Advanced glycation end products induce cell cycle arrest and proinflammatory changes in osteoarthritic fibroblast-like synovial cells
1 Department Internal Medicine III, Jena University Hospital, Erlanger Allee 101, Jena, 07740, Germany
2 Department of Traumatology, Hand and Reconstructive Surgery, Jena University Hospital, Erlanger Allee 101, Jena, 07740, Germany
Arthritis Research & Therapy 2009, 11:R136 doi:10.1186/ar2807Published: 7 September 2009
Advanced glycation end products (AGEs) have been introduced to be involved in the pathogenesis of osteoarthritis (OA). The influence of AGEs on osteoarthritic fibroblast-like synovial cells (FLS) has been incompletely understood as yet. The present study investigates a potential influence of AGE-modified bovine serum albumin (AGE-BSA) on cell growth, and on the expression of proinflammatory and osteoclastogenic markers in cultured FLS.

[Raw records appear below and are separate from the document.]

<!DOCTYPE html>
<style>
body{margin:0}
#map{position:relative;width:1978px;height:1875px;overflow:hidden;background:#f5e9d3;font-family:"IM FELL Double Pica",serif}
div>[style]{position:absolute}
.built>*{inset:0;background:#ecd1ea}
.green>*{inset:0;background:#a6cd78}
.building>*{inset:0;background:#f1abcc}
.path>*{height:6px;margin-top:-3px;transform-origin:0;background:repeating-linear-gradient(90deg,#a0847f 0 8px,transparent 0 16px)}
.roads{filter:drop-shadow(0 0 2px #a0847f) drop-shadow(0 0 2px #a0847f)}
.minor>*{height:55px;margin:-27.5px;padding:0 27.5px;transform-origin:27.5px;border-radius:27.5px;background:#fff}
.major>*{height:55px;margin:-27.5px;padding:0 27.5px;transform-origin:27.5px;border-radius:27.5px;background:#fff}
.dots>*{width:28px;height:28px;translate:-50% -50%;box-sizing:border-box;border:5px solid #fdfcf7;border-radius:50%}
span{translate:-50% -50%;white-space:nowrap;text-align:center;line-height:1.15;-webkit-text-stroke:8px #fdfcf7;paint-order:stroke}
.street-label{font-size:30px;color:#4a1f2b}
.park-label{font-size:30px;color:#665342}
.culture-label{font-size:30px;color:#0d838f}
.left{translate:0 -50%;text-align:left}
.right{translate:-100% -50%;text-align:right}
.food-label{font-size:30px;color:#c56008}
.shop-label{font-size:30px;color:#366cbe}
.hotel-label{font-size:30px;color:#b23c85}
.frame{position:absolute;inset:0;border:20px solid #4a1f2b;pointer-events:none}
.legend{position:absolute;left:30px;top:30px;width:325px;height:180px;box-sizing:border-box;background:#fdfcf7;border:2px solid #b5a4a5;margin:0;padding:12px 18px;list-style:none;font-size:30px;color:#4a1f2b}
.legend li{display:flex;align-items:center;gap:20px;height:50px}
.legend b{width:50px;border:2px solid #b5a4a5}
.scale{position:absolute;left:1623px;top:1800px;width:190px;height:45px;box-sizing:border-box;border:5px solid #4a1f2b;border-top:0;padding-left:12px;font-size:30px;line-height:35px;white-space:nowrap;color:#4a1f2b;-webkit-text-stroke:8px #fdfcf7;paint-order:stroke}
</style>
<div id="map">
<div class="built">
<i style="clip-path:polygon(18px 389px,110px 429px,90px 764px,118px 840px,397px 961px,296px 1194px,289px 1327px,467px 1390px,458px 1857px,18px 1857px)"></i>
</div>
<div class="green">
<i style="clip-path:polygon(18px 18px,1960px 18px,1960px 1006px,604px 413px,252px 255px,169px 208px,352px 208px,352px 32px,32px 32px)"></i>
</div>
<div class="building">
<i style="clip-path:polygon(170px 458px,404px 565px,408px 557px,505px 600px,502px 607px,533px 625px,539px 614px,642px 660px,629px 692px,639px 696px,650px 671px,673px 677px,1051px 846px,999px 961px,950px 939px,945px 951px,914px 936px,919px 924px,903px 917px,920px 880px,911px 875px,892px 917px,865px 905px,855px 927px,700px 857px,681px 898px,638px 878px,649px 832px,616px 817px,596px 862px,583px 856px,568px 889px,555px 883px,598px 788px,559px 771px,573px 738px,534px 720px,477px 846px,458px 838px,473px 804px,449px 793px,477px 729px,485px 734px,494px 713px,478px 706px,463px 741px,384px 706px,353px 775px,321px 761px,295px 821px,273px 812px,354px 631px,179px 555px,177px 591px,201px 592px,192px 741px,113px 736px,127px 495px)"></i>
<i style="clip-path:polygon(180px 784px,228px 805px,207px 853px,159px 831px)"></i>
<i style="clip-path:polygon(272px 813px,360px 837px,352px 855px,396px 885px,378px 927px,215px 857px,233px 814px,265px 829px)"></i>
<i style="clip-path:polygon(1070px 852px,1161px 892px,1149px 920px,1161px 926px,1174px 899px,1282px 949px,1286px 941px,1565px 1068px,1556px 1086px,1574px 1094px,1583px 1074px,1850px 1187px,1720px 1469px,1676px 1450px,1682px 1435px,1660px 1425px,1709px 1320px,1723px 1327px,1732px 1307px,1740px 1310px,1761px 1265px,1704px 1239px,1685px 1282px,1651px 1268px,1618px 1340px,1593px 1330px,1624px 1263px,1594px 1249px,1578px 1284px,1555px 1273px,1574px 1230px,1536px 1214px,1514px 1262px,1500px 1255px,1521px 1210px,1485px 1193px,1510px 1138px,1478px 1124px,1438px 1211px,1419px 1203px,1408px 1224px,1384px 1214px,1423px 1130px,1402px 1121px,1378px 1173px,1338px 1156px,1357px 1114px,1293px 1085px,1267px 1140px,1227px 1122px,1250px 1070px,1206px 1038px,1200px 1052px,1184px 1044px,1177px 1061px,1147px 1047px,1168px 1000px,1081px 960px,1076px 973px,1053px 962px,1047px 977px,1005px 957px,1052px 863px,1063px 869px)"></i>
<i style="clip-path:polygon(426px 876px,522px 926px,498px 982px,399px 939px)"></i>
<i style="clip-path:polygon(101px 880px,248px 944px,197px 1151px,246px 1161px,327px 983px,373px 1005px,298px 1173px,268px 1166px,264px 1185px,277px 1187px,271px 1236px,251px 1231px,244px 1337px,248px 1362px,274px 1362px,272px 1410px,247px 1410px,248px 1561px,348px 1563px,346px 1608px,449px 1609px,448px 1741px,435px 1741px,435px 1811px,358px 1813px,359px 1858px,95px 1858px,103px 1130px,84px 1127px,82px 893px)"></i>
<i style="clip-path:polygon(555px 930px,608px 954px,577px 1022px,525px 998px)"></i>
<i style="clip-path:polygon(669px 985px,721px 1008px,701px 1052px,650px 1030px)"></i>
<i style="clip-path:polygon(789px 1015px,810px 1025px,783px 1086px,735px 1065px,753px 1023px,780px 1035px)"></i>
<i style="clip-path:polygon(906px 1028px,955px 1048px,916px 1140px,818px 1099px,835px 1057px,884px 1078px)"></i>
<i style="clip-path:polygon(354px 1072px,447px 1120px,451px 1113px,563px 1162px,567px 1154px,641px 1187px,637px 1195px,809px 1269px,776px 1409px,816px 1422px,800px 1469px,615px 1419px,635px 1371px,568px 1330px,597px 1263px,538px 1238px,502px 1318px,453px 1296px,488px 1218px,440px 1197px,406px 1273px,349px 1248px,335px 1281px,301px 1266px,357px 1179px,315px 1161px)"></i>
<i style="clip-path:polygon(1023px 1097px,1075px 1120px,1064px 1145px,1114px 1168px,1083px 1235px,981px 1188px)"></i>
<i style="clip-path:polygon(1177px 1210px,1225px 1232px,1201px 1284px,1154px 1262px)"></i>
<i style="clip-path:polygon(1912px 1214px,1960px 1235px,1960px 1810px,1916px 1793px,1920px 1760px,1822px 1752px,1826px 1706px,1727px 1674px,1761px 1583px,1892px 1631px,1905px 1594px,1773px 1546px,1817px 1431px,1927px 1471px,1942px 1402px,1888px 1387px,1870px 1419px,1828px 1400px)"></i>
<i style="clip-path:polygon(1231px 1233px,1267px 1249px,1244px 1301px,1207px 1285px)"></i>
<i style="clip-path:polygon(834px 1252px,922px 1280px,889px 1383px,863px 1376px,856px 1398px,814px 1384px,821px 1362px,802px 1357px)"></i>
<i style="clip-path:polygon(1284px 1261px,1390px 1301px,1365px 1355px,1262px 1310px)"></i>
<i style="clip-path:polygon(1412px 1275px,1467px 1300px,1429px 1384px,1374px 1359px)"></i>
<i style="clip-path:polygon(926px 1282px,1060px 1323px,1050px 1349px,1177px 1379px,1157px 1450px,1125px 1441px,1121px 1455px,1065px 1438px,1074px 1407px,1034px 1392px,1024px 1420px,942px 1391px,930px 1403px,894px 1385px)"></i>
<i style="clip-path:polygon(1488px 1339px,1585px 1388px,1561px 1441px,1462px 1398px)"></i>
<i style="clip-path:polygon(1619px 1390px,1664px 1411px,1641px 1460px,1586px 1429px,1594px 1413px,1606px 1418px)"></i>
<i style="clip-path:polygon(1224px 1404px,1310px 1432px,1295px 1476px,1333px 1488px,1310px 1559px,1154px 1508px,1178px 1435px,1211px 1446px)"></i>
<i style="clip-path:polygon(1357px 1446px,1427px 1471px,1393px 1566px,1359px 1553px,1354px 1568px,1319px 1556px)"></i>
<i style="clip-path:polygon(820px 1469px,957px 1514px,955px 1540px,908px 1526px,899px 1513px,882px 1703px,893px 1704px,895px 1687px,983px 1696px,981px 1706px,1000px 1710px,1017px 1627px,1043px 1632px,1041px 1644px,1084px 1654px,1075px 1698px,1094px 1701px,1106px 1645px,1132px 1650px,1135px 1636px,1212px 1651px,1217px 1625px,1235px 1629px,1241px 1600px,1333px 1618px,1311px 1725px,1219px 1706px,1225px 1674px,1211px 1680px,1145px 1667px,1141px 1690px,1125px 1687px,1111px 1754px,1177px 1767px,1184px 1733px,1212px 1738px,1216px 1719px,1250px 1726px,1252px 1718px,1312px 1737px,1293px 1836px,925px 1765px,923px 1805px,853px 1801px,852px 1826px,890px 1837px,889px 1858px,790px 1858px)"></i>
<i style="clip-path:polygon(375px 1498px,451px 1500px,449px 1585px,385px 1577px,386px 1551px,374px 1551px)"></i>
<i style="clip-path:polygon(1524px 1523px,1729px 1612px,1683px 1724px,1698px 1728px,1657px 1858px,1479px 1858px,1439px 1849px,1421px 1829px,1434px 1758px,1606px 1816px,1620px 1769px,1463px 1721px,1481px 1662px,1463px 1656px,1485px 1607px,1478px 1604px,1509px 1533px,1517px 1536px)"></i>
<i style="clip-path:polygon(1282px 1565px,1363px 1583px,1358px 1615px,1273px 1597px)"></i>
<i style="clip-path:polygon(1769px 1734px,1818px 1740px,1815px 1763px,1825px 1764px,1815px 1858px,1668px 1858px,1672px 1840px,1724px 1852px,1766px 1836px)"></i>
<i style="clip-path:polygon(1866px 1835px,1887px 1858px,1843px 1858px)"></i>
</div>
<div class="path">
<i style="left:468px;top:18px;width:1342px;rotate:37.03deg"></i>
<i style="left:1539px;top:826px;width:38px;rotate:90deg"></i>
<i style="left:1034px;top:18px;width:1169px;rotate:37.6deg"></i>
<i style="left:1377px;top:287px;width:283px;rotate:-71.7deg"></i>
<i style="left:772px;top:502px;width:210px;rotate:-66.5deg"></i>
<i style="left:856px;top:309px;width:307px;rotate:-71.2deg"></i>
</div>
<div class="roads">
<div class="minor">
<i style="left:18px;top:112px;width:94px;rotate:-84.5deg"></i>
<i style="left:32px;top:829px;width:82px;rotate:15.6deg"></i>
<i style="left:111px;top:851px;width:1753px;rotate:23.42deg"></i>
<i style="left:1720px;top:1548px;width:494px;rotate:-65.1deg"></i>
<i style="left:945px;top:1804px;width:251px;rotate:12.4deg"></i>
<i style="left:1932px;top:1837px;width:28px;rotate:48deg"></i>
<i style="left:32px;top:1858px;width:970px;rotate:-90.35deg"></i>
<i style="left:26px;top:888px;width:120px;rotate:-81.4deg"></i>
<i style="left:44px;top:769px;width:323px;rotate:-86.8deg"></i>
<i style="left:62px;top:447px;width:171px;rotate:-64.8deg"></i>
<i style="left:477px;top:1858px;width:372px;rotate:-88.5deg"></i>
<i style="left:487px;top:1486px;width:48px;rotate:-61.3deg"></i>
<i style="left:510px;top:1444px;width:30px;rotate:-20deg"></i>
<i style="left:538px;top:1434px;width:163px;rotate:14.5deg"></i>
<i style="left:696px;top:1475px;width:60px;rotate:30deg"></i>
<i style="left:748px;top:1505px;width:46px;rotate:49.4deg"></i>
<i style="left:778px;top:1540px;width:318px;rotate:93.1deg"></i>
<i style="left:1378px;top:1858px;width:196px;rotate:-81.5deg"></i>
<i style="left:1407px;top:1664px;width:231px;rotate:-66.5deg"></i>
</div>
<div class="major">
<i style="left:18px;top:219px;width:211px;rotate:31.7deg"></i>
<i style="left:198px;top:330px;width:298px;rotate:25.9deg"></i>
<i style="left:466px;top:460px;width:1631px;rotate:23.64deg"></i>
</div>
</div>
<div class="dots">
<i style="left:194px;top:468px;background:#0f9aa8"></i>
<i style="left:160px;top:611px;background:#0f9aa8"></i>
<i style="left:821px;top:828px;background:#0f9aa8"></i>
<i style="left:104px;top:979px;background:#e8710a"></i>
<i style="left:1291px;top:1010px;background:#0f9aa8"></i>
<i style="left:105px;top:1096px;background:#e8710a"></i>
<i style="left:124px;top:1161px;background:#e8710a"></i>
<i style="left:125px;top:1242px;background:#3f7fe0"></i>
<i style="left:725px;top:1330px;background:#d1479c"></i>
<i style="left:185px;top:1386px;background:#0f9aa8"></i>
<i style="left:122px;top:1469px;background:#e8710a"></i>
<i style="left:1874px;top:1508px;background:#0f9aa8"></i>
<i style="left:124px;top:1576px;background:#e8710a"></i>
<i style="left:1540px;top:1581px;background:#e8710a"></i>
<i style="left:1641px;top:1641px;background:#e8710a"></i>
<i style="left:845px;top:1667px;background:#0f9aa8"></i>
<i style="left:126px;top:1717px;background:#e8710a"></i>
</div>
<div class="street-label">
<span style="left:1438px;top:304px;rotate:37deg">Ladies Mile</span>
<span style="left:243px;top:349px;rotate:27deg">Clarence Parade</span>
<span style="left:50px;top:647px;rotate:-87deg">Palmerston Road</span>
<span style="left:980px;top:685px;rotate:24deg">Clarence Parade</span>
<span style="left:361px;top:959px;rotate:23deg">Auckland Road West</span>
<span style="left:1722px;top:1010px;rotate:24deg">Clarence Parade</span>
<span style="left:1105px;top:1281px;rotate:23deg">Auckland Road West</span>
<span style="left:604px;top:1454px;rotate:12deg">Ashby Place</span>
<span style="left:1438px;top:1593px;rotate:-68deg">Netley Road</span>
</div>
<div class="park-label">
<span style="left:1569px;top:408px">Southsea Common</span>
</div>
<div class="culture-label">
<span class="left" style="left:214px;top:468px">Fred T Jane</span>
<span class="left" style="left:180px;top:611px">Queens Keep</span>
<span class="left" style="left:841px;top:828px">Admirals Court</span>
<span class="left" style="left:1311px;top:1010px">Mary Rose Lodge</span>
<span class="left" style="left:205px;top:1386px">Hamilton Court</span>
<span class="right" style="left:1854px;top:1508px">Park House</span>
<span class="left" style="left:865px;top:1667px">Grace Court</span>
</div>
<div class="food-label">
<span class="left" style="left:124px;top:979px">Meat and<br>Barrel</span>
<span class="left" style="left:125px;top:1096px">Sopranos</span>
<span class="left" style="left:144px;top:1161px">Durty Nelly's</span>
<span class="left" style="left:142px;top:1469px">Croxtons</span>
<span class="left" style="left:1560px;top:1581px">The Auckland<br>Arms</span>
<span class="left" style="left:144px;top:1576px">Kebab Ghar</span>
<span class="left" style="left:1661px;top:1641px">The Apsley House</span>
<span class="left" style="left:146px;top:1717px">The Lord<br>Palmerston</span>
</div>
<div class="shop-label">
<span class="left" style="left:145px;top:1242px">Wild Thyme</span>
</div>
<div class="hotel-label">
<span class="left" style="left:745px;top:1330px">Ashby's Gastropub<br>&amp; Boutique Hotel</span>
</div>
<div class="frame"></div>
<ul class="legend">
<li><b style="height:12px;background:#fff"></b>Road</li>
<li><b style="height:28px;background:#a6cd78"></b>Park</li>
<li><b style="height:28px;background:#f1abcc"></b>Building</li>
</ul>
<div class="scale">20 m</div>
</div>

FLS were established from OA joints and stimulated with AGE-BSA. The mRNA expression of p27Kip1, RAGE (receptor for AGEs), nuclear factor kappa B subunit p65 (NFκB p65), tumor necrosis factor alpha (TNF-α, interleukin-6 (IL-6), receptor activator of NFκB ligand (RANKL) and osteoprotegerin was measured by real-time PCR. The respective protein expression was evaluated by western blot analysis or ELISA. NFκB activation was investigated by luciferase assay and electrophoretic mobility shift assay (EMSA). Cell cycle analysis, cell proliferation and markers of necrosis and early apoptosis were assessed. The specificity of the response was tested in the presence of an anti-RAGE antibody.
AGE-BSA was actively taken up into the cells as determined by immunohistochemistry and western blots. AGE-induced p27Kip1 mRNA and protein expression was associated with cell cycle arrest and an increase in necrotic, but not apoptotic cells. NFκB activation was confirmed by EMSAs including supershift experiments. Anti-RAGE antibodies attenuated all AGE-BSA induced responses. The increased expression of RAGE, IL-6 and TNF-α together with NFκB activation indicates AGE-mediated inflammation. The decreased expression of RANKL and osteoprotegerin may reflect a diminished osteoclastogenic potential.
The present study demonstrates that AGEs modulate growth and expression of genes involved in the pathophysiological process of OA. This may lead to functional and structural impairment of the joints.